* **Records drawn from a dataset**:
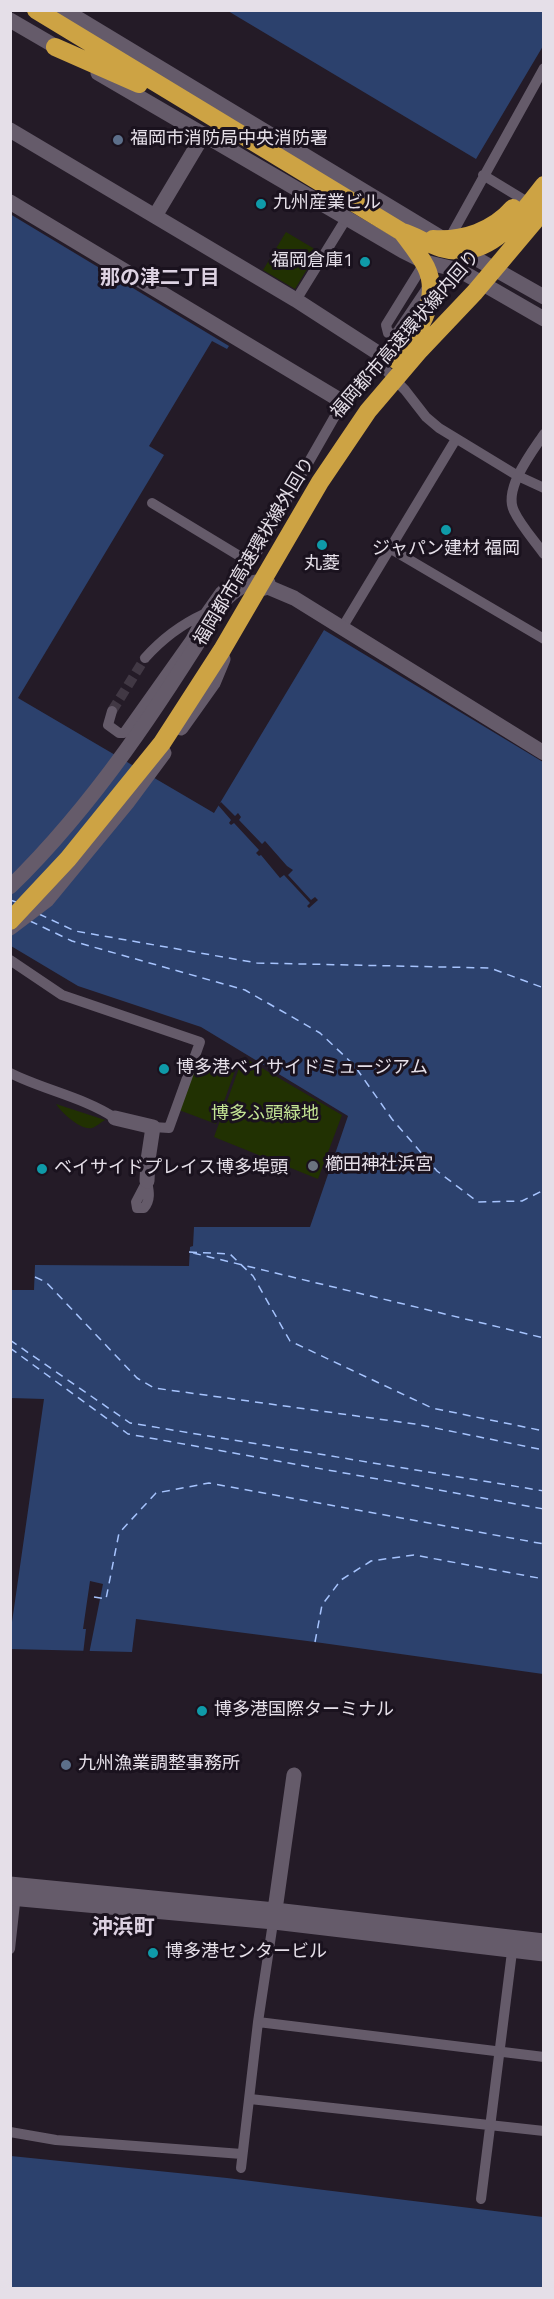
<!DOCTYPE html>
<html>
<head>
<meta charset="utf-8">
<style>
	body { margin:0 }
	#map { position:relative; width:554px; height:2299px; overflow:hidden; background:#241b27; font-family:"Titillium Web",sans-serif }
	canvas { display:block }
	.frame { position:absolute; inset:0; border:12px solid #e5dfe8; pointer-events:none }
</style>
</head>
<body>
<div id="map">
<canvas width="554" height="2299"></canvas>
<div class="frame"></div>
</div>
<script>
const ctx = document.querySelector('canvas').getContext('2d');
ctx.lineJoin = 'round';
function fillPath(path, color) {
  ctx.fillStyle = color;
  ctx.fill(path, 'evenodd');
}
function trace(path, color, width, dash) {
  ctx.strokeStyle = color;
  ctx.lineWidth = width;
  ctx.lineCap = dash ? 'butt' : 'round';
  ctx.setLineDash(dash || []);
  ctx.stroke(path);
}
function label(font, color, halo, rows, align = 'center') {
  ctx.font = font + ' "Titillium Web","Noto Sans JP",sans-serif';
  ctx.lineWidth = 6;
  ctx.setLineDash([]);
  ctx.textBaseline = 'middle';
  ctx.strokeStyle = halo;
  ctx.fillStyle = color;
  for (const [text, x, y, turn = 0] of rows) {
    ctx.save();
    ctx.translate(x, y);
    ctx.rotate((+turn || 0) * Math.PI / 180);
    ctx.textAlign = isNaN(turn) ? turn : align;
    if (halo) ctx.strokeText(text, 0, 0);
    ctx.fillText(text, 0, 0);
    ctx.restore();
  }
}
fillPath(new Path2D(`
	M286 232 318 251 295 289 263 270Z
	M198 1054 236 1068 216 1124 179 1110Z
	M243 1057 342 1115 318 1179 214 1137Z
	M56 1104 105 1120C101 1122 96 1127 92 1128 81 1131 61 1112 56 1104Z`), '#213102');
fillPath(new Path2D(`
	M228 11H543V46L476 159Z
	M10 214 229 346 227 349 212 341 149 446 164 455 18 698 214 813 324 630 543 762V1674L315 1642 136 1619 132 1652 11 1649V1629L44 1399 11 1398V1290H34L35 1265 189 1266 190 1247 193 1246 194 1227H310L348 1116 201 1027 78 986 11 946Z
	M11 2156 227 2178 543 2217V2288H11Z`), '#2c416d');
fillPath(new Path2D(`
	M221 802 235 816 238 813 241 817 239 820 262 844 265 841 287 866 293 870 288 875 311 900 315 897 318 900 309 908 307 906 310 903 284 875 280 878 261 855 259 856 256 853 259 850 234 823 231 825 229 823 231 820 218 805Z
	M90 1581 103 1584 89 1654H83L86 1629H83Z`), '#241b27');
trace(new Path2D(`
	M10 900 16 902
	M39 914 75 931 257 963 490 968 544 988
	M30 921 72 941 245 990 320 1033 354 1065 392 1119 437 1171 478 1202 522 1201 544 1190
	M189 1252 230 1254 253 1276 290 1341 432 1408 544 1431
	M193 1253 544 1338
	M35 1277 46 1282 137 1378 154 1388 415 1424 544 1450
	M10 1340 130 1423 544 1491
	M10 1348 128 1434 544 1509
	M94 1597 106 1599 119 1533 156 1493 209 1483 544 1544
	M315 1642 322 1605 341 1580 371 1561 414 1555 544 1579`), '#a6c3fd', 1.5, [8, 6]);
trace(new Path2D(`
	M112 711 145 658`), '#413844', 10, [10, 5]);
trace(new Path2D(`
	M483 175 534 206
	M448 241 544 68
	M425 262 386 325 388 333 396 334 429 285
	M296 300 346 219
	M377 361 405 390 426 417 439 428 518 476 544 488
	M544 434C532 452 503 489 514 511 521 526 534 540 544 554
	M152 503 251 563
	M391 549 544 639
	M342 628 456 439
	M145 658C162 639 180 625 204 614
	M112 711 108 725 119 733H124L190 640 201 619 220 592 251 563 343 402 381 366 397 355
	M10 960 62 995 200 1042 169 1128 153 1127
	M10 1073C44 1090 83 1097 115 1118
	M147 1181C149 1191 151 1200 144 1208H137L136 1202Z
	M10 1949 16 1894
	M258 2022 544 2057
	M250 2099 544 2131
	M10 2132 56 2140 242 2154
	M241 2168 258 2022 274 1916
	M481 2199 513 1944`), '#655b6a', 10);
trace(new Path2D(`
	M64 10 468 254 544 297
	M10 20 65 52
	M98 73 403 251 425 262 459 270 544 319
	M10 130 296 300 378 353 391 355 406 348
	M10 202 343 402
	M155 216 204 134
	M253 597 257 590 268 587 294 598 544 753
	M181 728 213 683 223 659
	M10 887C96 803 161 703 224 601 236 588 250 579 268 583
	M10 928 47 900 127 803 164 753
	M115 1118 153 1127 148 1160 147 1181
	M10 1884 275 1910 544 1941
	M10 1898 274 1922 544 1954
	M275 1910 294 1775`), '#655b6a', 15);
trace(new Path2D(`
	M36 10 402 232C416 236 427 244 441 248 489 262 518 218 544 185
	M55 47 139 84
	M433 239C463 241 493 231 513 208
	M396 360C416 336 442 300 426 267 420 255 411 244 402 232
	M10 921 68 859 162 743 222 650 320 482 368 411 420 350 475 292 544 210`), '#cda344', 18);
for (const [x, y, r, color] of [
	[118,140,6,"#5c6f8a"],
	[261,204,6,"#0f9aa8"],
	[365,262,6,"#0f9aa8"],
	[446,530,6,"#0f9aa8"],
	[322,545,6,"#0f9aa8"],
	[164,1069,6,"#0f9aa8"],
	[313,1166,6,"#6b7280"],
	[42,1169,6,"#0f9aa8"],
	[202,1711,6,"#0f9aa8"],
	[66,1765,6,"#5c6f8a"],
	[153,1953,6,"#0f9aa8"]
]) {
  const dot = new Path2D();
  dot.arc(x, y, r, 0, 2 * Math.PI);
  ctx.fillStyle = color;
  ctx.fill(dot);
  trace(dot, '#1a121e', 2);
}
label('18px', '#e5dfe8', '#1a121e', [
	["福岡市消防局中央消防署",130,140],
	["九州産業ビル",273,204],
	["福岡倉庫1",353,262,"right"],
	["ジャパン建材 福岡",446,550,"center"],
	["丸菱",322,565,"center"],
	["博多港ベイサイドミュージアム",176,1069],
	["櫛田神社浜宮",325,1166],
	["ベイサイドプレイス博多埠頭",54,1169],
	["博多港国際ターミナル",214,1711],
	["九州漁業調整事務所",78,1765],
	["博多港センタービル",165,1953]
], 'left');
label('18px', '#e5dfe8', '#1a121e', [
	["福岡都市高速環状線内回り",406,335,-49],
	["福岡都市高速環状線外回り",255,552,-59]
]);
label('18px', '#c3e494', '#1a121e', [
	["博多ふ頭緑地",265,1115]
]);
label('bold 20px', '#ddd2e2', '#1a121e', [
	["那の津二丁目",160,279]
]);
label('bold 21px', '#ddd2e2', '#1a121e', [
	["沖浜町",123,1929]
]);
</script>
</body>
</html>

* **Exercise requirements**: In the entries above, tally the lines that hold the string "function" and give only the count.

* **Answer to this problem**: 3